The perennial relationship between desire, technology and language

MBP: Congratulations on being longlisted for the Man Booker Prize 2010. Where were you when you heard the news?

TC: At home.

MBP: C is set at the turn of the 20th century. Was there a particular reason why this period interested you?

TC: It's the period when radio emerged. But I don't see 'C' as a historical novel at all. It's about a perennial relationship between desire, technology and language.

MBP: The main character, Serge Carrefax, has a father obsessed with the radio. Were many men of this generation obsessed by the radio?

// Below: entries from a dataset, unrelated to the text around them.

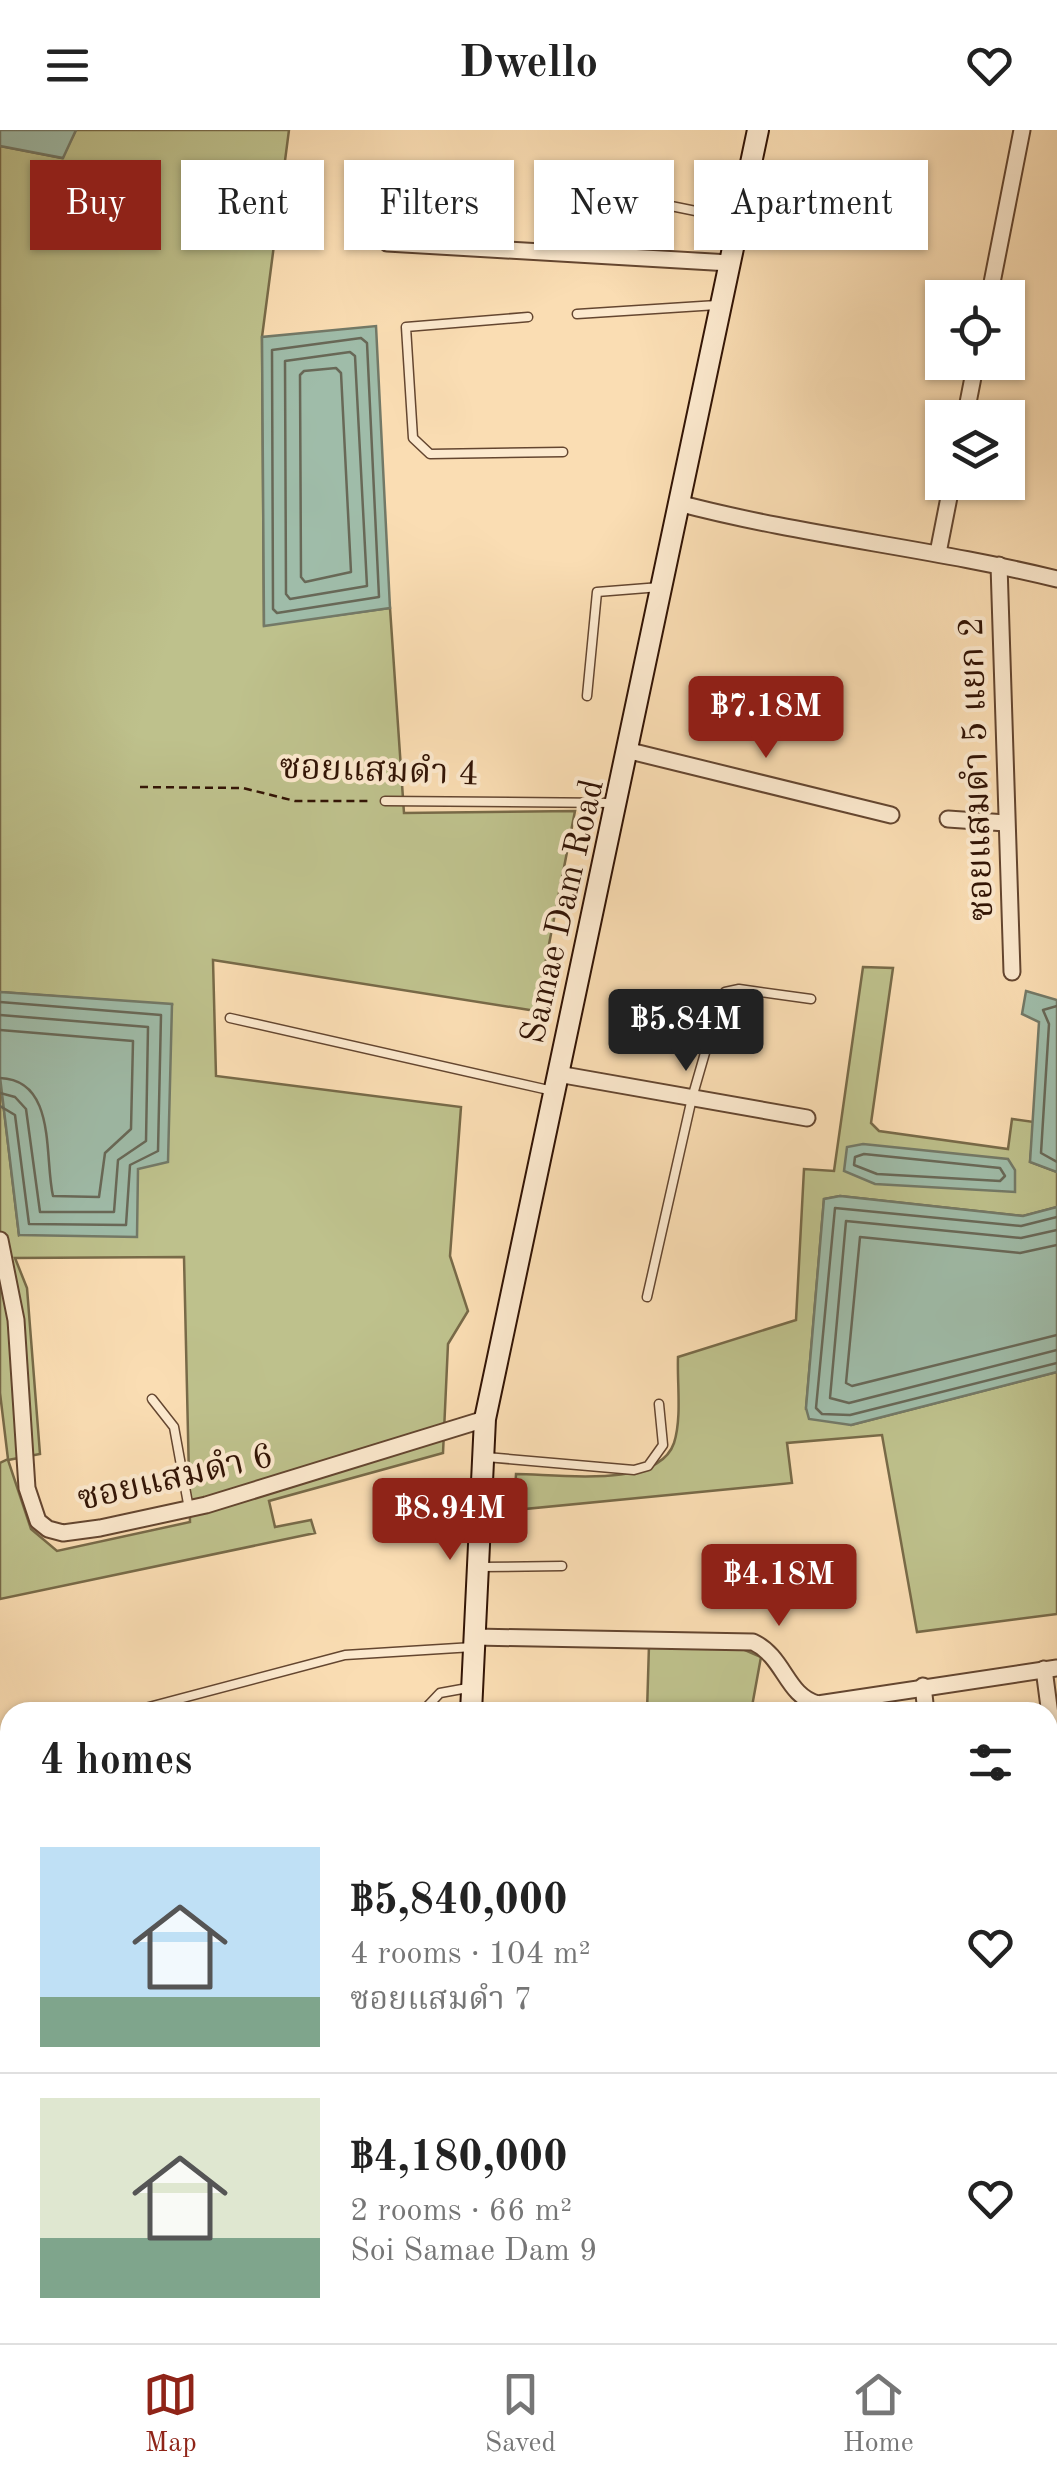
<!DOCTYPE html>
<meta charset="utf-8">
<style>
body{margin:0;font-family:"Old Standard TT","Noto Serif Thai",serif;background:#f6f6f6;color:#222;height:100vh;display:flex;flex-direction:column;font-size:38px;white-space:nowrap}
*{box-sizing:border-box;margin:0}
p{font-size:32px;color:#767676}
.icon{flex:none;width:55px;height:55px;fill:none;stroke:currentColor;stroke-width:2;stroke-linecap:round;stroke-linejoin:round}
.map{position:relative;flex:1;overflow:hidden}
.drawer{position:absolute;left:0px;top:1572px;width:1058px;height:642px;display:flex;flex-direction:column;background:#fff;border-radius:30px 30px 0 0;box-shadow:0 2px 8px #0004}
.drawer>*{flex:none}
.banner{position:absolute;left:30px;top:30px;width:998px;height:90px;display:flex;gap:20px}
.fabs{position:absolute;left:925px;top:150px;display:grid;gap:20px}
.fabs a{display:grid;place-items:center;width:100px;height:100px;border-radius:0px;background:#fff;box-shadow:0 2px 8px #0004;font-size:50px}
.price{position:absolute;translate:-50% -85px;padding:0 22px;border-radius:10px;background:#8f2418;color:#fff;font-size:32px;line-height:65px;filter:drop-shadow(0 2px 5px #0008)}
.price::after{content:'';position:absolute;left:50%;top:60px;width:30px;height:22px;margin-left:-15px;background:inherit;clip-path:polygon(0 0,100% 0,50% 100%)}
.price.current{background:#222;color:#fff}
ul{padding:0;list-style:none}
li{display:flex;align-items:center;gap:30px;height:250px;padding:0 40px}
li+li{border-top:2px solid #e0e0e0}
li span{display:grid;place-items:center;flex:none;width:280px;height:200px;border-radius:0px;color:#555}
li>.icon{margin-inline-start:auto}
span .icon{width:120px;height:120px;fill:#fffc;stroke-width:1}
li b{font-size:42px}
h2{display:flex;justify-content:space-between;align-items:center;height:120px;padding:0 40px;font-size:42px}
.pill{padding:0 35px;border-radius:0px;background:#fff;box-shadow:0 2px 8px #0004;font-size:35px;line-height:90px}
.pill.current{background:#8f2418;color:#fff}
header{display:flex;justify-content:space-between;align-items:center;height:130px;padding:0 40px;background:#fff;font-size:45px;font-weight:700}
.menu{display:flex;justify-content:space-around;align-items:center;height:140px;border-top:2px solid #e0e0e0;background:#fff;font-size:28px;color:#767676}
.menu a{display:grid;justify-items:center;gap:5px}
.menu .current{color:#8f2418}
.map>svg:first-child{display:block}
.green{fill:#bec18c;stroke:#786a48;stroke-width:2.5;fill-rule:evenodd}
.water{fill:#9fbca9;stroke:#737967;stroke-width:2.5}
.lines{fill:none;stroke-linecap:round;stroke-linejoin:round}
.shore{stroke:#686857;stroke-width:2.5}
.lane-casing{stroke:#644630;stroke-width:11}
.street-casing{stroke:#644630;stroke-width:19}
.secondary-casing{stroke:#321405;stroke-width:24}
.path{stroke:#321405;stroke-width:2.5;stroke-dasharray:8 5;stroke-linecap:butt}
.lane{stroke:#fce9ce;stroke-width:8}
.street{stroke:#fce9ce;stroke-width:15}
.secondary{stroke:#fce9ce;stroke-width:20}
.labels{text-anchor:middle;stroke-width:8;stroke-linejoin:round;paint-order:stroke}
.street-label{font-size:35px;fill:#321405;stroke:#fce9ce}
</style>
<header><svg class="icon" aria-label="menu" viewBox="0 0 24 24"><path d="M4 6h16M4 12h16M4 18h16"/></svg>Dwello<svg class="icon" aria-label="heart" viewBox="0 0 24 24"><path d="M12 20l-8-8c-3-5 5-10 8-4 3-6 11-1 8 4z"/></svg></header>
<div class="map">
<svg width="1057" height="2213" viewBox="0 0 1057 2213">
<rect width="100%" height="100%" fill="#faddb3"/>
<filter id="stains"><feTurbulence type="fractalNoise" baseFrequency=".002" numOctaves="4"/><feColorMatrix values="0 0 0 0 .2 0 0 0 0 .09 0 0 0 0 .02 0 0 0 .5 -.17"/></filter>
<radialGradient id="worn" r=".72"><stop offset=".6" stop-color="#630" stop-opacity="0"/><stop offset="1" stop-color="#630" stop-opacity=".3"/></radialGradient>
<g class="green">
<path d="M76,0H289L262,207L264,495L390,478L404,683L575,681L536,881L213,830L216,946L461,977L450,1126L468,1181L448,1214L443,1323L269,1371L275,1397L311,1390L315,1403L0,1469V1333L8,1329L0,1263V947L19,1105L138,1038L172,875L0,862V16L62,28ZM184,1127L190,1392L57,1421L31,1399L8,1330L40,1324L27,1158L15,1128Z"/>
<path d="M863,837L893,838L871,993L879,1001L1008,1019L1012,989L1034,992L1030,1032L1057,1042V1077L1023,1086L840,1066L824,1069L806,1279L851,1295L1057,1242V1484L917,1502L882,1305L787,1313L792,1353L514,1380L516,1344C556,1344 658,1360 674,1313C682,1288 677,1253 678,1227L796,1190L804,1039L834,1041Z"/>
<polygon points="649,1515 738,1517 761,1527 751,1582 647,1582"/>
<polygon points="10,1688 10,2002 0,2002 0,1690"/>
<polygon points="10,2148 10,2205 45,2205 45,2213 0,2213 0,2150"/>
</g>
<g class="water">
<polygon points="0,0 76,0 63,28 0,16"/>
<polygon points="376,196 390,478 264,496 262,207"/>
<polygon points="1026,861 1057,870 1057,1042 1030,1032 1039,892 1022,884"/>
<polygon points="0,862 172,874 168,1032 138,1039 137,1107 19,1105 0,947"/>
<polygon points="863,1014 1008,1029 1015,1040 1015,1062 875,1054 844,1041 847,1017"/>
<polygon points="840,1066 1023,1086 1057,1077 1057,1242 851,1295 809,1289 806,1278 824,1069"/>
<polygon points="1057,1713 1057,1756 1048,1757 1048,1714"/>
<polygon points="0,2002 10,2002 10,2148 0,2150"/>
</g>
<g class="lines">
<g class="shore">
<polygon points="361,208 367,213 379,467 277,483 273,479 272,220"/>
<polygon points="350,222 355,226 367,456 290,469 286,464 285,231"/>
<polygon points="336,238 341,243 351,442 305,452 301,447 300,245 304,241"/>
<polyline points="0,872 161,885 158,1021 130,1035 126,1095 29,1094 15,985 0,976"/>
<polyline points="1057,876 1043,880 1049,894 1041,1023 1057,1032"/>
<polyline points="0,885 148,897 146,1011 118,1030 114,1082 40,1082 26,979 15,967 0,963"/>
<path d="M0,900L133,911L131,999L105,1023L99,1067L53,1066C44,1027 57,950 0,948"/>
<polygon points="864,1024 1000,1038 1005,1046 1000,1051 877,1044 854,1035 855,1027"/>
<polyline points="1057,1087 1021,1096 835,1078 816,1278 822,1284 850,1285 1057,1233"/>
<polyline points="1057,1100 1021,1108 846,1091 830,1268 849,1273 1057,1220"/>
<polyline points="1057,1115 1020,1123 860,1107 846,1253 852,1256 1057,1205"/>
</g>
<defs>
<g id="lane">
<polyline points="612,64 735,89"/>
<polyline points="577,184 717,175"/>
<polyline points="528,187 406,197 413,308 430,324 563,322"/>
<polyline points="587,566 597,462 660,457"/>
<polyline points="385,671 615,673"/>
<polyline points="230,888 553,961"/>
<polyline points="647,1167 692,968 720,871 725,862 739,859 811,869"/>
<polyline points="152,1269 174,1297 189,1379"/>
<polyline points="486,1327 634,1340 648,1336 663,1315 659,1274"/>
<polyline points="479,1437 562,1436"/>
<polyline points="130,1582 345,1525 473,1517"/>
<polyline points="422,1582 440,1563 473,1557"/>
<polyline points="0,1631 10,1625"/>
<polyline points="1048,2027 1057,2025"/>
<polyline points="156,2205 159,2213"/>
<polyline points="852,2205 854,2213"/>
</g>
<g id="street">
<polyline points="387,113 730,133"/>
<polyline points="989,168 1022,0"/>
<polyline points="965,288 976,232"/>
<path d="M678,373C803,406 931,418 1057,449"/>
<polyline points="938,423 952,352"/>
<polyline points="999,435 1012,842"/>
<polyline points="630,621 891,685"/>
<polyline points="948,689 1006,693"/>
<polyline points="558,944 807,988"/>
<polyline points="0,1110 16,1190 27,1358 38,1391 48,1399 63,1403 100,1398 206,1375 485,1289"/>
<path d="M475,1507L753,1512C785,1527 786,1566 818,1574L1057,1538"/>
<polyline points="1044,1539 1057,1638"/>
<polyline points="923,1556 926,1582"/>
<polyline points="0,1830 10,1828"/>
<polyline points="1048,2102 1057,2100"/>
</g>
<g id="secondary">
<polyline points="471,1582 485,1289 758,0"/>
<polyline points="442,2213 443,2205"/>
</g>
</defs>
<use href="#lane" class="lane-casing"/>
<use href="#street" class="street-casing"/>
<use href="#secondary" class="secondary-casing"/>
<polyline class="path" points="140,657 243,658 295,671 372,671"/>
<use href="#lane" class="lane"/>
<use href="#street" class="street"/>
<use href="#secondary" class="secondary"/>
</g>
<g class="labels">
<g class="street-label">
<text transform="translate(379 639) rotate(2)" y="12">ซอยแสมดำ 4</text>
<text transform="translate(975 639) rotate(-92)" y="12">ซอยแสมดำ 5 แยก 2</text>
<text transform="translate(561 781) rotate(-77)" y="12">Samae Dam Road</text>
<text transform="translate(175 1346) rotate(-13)" y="12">ซอยแสมดำ 6</text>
</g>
</g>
<rect width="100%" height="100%" filter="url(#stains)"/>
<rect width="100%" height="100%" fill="url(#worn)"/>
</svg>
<div class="fabs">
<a><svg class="icon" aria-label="locate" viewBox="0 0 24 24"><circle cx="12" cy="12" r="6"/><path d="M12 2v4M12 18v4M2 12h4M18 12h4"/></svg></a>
<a><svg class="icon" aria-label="layers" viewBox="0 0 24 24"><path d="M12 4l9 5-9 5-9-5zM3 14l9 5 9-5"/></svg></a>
</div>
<b class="price" style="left:766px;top:631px">฿7.18M</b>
<b class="price current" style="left:686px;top:944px">฿5.84M</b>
<b class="price" style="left:450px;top:1433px">฿8.94M</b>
<b class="price" style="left:779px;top:1499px">฿4.18M</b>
<div class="banner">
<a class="pill current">Buy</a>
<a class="pill">Rent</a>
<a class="pill">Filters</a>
<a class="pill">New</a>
<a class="pill">Apartment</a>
</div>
<section class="drawer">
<h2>4 homes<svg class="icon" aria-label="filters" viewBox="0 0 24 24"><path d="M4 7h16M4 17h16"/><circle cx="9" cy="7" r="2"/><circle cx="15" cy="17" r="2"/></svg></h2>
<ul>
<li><span style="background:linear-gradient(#bfe0f5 75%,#7fa58c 0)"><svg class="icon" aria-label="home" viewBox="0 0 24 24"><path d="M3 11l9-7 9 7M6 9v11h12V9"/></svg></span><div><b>฿5,840,000</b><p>4 rooms · 104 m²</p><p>ซอยแสมดำ 7</p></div><svg class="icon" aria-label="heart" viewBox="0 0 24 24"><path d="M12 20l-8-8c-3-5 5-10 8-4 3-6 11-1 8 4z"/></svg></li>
<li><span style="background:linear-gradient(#dfe7d0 70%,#7fa58c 0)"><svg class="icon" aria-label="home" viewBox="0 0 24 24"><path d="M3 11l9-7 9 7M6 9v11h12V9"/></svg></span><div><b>฿4,180,000</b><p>2 rooms · 66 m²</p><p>Soi Samae Dam 9</p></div><svg class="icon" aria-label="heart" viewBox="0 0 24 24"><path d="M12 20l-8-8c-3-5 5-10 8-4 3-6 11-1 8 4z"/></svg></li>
</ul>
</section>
</div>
<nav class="menu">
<a class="current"><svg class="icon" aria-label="map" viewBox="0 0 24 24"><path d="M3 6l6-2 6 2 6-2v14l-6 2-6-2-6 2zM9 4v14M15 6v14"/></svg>Map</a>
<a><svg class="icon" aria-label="saved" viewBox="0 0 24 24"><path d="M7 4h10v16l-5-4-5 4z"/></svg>Saved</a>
<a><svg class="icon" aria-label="home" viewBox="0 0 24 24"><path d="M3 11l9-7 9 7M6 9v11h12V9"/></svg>Home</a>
</nav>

TC: Very much so. Caliban in 'The Tempest' describes voices and music swirling about his ears on Prospero's enchanted island. Well, with radio, this situation becomes a reality, and thousands of wire-and-crystal-fiddling Calibans are enchanted.

MBP: The First World War is a well documented period but as a writer did you want to bring forward a new perspective?

TC: Yes. My perspective is completely anti-humanist. It's Homeric - but in a modern sense, like what you find in Marinetti or Ernst Junger. War is about geometry, an experience of space, and of communication, and a being-towards-death.

 

MBP: In 1999, you founded an art organisation called the International Necronautical Society. Can you explain how this project fits in with C?

TC: The INS is a kind of semi-fictional reprise of early twentieth century avant-gardes: committees, manifestos, expulsions and denunciations etc. It was while doing an INS project at the ICA, involving radio transmissions, that I had the idea for C.

MBP: Your influences are visual artists rather than contemporary British novelists. Does it help you as a writer not to read contemporary fiction?

TC: I read lots of contemporary fiction. I published a long essay on Jean-Philippe Toussaint in the London Review of Books a few months ago; I've recently done a public dialogue with Jonathan Lethem on his work; I'm a big fan of Shelley Jackson, Ben Marcus, Jesse Ball, Stewart Home. What I don't read is contemporary middlebrow English fiction - which is, after all, a small patch in a very large ocean. A placid patch: I prefer the bits with clashing rocks, whirlpools and sirens.